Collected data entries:
○ ○ ○ ○
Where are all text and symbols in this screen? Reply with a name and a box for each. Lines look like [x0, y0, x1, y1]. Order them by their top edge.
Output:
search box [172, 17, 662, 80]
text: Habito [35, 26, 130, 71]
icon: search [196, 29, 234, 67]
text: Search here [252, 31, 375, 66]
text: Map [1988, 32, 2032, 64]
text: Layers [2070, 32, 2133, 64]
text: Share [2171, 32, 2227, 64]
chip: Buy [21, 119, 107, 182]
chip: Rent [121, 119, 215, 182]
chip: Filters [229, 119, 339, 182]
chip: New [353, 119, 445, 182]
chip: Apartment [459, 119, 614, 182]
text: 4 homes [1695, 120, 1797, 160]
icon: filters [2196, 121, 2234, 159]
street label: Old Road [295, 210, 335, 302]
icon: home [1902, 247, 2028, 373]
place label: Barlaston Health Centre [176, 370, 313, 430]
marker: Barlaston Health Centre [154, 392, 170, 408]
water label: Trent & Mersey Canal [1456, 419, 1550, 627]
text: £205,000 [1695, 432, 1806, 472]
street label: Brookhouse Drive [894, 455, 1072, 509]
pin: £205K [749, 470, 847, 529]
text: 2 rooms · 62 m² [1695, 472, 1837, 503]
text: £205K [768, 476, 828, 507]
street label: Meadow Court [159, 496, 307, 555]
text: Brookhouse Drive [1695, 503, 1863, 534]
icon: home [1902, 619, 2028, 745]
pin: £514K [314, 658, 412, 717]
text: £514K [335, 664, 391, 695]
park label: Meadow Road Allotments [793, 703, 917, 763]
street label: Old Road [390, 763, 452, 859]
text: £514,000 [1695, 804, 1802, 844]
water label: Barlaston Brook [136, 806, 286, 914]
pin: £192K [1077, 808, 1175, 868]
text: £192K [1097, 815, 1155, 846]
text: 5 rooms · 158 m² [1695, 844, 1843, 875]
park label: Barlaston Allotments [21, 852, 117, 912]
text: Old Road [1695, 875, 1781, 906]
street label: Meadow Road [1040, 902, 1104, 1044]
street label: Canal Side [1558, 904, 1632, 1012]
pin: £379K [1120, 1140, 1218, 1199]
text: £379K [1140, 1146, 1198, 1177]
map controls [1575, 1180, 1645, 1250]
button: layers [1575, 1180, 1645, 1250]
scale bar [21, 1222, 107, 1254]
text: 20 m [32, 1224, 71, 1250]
○ ○ ○ ○
→ **TASK REQUIREMENTS**
Without skipping anything, transcribe every line above exactly.

→ **TASK SOLUTION**
Where are all text and symbols in this screen? Reply with a name and a box for each. Lines look like [x0, y0, x1, y1]. Order them by their top edge.
Output:
search box [172, 17, 662, 80]
text: Habito [35, 26, 130, 71]
icon: search [196, 29, 234, 67]
text: Search here [252, 31, 375, 66]
text: Map [1988, 32, 2032, 64]
text: Layers [2070, 32, 2133, 64]
text: Share [2171, 32, 2227, 64]
chip: Buy [21, 119, 107, 182]
chip: Rent [121, 119, 215, 182]
chip: Filters [229, 119, 339, 182]
chip: New [353, 119, 445, 182]
chip: Apartment [459, 119, 614, 182]
text: 4 homes [1695, 120, 1797, 160]
icon: filters [2196, 121, 2234, 159]
street label: Old Road [295, 210, 335, 302]
icon: home [1902, 247, 2028, 373]
place label: Barlaston Health Centre [176, 370, 313, 430]
marker: Barlaston Health Centre [154, 392, 170, 408]
water label: Trent & Mersey Canal [1456, 419, 1550, 627]
text: £205,000 [1695, 432, 1806, 472]
street label: Brookhouse Drive [894, 455, 1072, 509]
pin: £205K [749, 470, 847, 529]
text: 2 rooms · 62 m² [1695, 472, 1837, 503]
text: £205K [768, 476, 828, 507]
street label: Meadow Court [159, 496, 307, 555]
text: Brookhouse Drive [1695, 503, 1863, 534]
icon: home [1902, 619, 2028, 745]
pin: £514K [314, 658, 412, 717]
text: £514K [335, 664, 391, 695]
park label: Meadow Road Allotments [793, 703, 917, 763]
street label: Old Road [390, 763, 452, 859]
text: £514,000 [1695, 804, 1802, 844]
water label: Barlaston Brook [136, 806, 286, 914]
pin: £192K [1077, 808, 1175, 868]
text: £192K [1097, 815, 1155, 846]
text: 5 rooms · 158 m² [1695, 844, 1843, 875]
park label: Barlaston Allotments [21, 852, 117, 912]
text: Old Road [1695, 875, 1781, 906]
street label: Meadow Road [1040, 902, 1104, 1044]
street label: Canal Side [1558, 904, 1632, 1012]
pin: £379K [1120, 1140, 1218, 1199]
text: £379K [1140, 1146, 1198, 1177]
map controls [1575, 1180, 1645, 1250]
button: layers [1575, 1180, 1645, 1250]
scale bar [21, 1222, 107, 1254]
text: 20 m [32, 1224, 71, 1250]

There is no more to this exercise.